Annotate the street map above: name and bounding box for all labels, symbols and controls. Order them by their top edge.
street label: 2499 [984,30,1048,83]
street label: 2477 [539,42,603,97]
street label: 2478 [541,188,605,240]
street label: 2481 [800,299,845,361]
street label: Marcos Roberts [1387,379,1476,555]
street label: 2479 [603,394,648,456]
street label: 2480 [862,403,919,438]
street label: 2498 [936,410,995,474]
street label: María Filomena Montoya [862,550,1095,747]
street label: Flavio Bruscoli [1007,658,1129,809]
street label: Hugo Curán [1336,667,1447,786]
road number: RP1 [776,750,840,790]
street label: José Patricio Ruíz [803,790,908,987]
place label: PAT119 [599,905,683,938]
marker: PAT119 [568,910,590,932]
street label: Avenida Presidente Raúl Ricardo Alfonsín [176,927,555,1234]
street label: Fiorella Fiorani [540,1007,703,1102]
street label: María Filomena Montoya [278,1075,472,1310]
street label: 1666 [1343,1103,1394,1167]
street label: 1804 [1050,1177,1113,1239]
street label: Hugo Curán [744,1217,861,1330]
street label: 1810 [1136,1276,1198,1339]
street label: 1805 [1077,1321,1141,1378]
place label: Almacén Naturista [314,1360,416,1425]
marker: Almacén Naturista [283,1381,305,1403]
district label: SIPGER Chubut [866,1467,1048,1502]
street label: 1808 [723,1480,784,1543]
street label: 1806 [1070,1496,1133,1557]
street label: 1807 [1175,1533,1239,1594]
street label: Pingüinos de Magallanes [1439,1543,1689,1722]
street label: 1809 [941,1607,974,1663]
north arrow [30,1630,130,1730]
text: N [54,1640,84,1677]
--
Within the listing above, copy each line that has the string "Hugo".

street label: Hugo Curán [1336,667,1447,786]
street label: Hugo Curán [744,1217,861,1330]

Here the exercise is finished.